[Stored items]

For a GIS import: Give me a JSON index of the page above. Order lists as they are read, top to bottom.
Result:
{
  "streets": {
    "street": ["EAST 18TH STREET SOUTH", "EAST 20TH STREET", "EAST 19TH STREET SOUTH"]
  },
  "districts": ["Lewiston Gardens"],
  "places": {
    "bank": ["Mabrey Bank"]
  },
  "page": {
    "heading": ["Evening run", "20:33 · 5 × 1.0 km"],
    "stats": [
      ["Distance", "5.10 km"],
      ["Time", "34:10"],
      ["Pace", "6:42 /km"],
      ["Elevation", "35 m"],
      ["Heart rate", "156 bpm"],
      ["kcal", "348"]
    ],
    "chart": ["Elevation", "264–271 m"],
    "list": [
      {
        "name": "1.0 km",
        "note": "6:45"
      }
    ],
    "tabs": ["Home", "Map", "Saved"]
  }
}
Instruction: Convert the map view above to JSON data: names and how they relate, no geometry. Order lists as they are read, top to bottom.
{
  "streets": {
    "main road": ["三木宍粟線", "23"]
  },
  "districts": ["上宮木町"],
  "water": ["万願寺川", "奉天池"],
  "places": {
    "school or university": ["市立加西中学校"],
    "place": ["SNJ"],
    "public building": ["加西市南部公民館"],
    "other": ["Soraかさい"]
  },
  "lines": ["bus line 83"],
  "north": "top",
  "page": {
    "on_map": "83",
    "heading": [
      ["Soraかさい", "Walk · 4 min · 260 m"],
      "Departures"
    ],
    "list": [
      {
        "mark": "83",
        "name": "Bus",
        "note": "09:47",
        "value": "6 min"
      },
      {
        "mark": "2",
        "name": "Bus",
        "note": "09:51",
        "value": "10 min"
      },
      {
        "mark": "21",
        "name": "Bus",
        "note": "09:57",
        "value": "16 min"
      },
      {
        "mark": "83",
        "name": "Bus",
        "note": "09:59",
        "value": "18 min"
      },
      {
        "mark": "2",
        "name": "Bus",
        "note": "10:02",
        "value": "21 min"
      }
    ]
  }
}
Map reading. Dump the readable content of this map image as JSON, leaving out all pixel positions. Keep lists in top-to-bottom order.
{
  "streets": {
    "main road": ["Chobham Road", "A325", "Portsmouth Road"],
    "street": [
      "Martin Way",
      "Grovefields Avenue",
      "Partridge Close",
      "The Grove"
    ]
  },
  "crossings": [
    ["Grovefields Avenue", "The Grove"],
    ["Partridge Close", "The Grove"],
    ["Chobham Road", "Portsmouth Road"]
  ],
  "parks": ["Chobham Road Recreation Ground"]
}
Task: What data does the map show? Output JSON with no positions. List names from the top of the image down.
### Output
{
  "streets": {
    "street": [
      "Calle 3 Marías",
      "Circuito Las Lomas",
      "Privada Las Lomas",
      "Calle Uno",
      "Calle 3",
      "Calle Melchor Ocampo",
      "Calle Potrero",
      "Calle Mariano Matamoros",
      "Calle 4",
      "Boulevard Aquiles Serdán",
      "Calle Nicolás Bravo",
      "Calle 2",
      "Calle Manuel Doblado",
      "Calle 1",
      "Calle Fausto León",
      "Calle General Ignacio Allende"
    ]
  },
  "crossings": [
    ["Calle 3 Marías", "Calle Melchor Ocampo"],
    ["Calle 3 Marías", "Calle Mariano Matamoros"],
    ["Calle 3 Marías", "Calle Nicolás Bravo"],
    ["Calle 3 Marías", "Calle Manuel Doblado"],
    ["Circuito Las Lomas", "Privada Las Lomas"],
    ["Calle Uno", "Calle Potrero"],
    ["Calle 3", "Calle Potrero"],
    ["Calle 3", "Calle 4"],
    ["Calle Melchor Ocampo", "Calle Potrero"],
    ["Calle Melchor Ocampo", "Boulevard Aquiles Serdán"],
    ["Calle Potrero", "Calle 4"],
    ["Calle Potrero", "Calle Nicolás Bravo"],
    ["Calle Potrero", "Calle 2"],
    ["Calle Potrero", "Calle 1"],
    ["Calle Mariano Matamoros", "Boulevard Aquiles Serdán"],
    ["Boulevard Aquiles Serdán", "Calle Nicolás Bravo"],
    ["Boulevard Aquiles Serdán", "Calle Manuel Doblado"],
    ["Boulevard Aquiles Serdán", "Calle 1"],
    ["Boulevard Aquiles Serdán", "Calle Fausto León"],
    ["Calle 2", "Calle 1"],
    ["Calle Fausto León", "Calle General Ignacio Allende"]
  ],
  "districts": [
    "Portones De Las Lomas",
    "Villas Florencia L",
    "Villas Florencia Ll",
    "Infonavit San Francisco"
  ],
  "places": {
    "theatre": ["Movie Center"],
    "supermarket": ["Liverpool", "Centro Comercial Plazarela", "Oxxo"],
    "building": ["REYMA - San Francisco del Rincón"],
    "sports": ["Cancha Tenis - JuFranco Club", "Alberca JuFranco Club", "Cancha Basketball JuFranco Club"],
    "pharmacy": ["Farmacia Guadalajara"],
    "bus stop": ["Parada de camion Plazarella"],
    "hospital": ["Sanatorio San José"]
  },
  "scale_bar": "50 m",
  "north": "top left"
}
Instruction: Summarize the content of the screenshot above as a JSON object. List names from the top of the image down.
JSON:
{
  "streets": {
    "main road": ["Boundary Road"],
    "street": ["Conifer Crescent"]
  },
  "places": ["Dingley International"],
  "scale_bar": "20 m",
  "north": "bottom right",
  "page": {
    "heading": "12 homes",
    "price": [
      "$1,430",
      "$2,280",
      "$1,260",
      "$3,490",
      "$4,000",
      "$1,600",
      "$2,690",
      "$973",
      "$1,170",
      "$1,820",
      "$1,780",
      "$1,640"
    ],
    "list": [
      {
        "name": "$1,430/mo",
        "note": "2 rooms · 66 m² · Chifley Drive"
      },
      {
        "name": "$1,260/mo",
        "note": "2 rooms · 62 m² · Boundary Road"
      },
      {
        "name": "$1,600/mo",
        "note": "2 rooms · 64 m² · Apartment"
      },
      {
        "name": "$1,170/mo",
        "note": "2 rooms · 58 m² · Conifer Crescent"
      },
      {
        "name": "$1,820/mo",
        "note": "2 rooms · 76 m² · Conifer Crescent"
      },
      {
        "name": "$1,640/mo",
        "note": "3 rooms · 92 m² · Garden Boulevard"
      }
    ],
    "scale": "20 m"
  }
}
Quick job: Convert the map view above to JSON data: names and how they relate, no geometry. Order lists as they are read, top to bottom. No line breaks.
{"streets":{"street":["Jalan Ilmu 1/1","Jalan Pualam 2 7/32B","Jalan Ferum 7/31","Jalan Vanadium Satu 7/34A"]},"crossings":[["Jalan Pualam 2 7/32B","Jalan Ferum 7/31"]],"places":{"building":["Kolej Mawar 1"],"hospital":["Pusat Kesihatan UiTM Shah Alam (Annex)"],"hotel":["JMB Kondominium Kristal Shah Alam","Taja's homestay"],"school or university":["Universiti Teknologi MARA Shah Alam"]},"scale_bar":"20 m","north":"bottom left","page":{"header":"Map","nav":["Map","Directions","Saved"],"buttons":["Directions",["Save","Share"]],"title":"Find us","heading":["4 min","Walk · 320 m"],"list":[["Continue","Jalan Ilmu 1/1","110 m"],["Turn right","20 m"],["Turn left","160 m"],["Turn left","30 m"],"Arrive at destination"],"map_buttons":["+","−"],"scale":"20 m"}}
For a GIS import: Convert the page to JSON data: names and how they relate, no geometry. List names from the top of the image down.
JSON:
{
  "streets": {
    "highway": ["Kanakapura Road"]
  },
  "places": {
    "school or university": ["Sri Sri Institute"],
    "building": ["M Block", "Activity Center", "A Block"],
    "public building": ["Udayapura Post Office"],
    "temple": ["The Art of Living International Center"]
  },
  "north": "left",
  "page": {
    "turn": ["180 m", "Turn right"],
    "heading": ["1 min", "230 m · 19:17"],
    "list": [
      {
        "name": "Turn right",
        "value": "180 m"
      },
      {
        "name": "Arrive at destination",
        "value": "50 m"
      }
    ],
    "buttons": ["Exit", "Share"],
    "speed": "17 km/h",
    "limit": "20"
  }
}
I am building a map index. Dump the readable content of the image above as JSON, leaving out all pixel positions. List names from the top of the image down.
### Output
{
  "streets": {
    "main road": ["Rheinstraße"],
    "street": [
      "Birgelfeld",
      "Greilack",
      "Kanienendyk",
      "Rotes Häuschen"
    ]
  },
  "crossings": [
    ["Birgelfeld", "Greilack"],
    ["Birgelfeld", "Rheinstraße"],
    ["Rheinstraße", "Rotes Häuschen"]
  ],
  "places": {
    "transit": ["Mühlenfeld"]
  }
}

** Exercise requirements **
Find the lines above that hold "data", then copy each of them.

** Solution **
Instruction: Convert the map view above to JSON data: names and how they relate, no geometry. Order lists as they are read, top to bottom.
Task: What data does the map show? Output JSON with no positions. List names from the top of the image down.
Quick job: Convert the map view above to JSON data: names and how they relate, no geometry. Order lists as they are read, top to bottom. No line breaks.
For a GIS import: Convert the page to JSON data: names and how they relate, no geometry. List names from the top of the image down.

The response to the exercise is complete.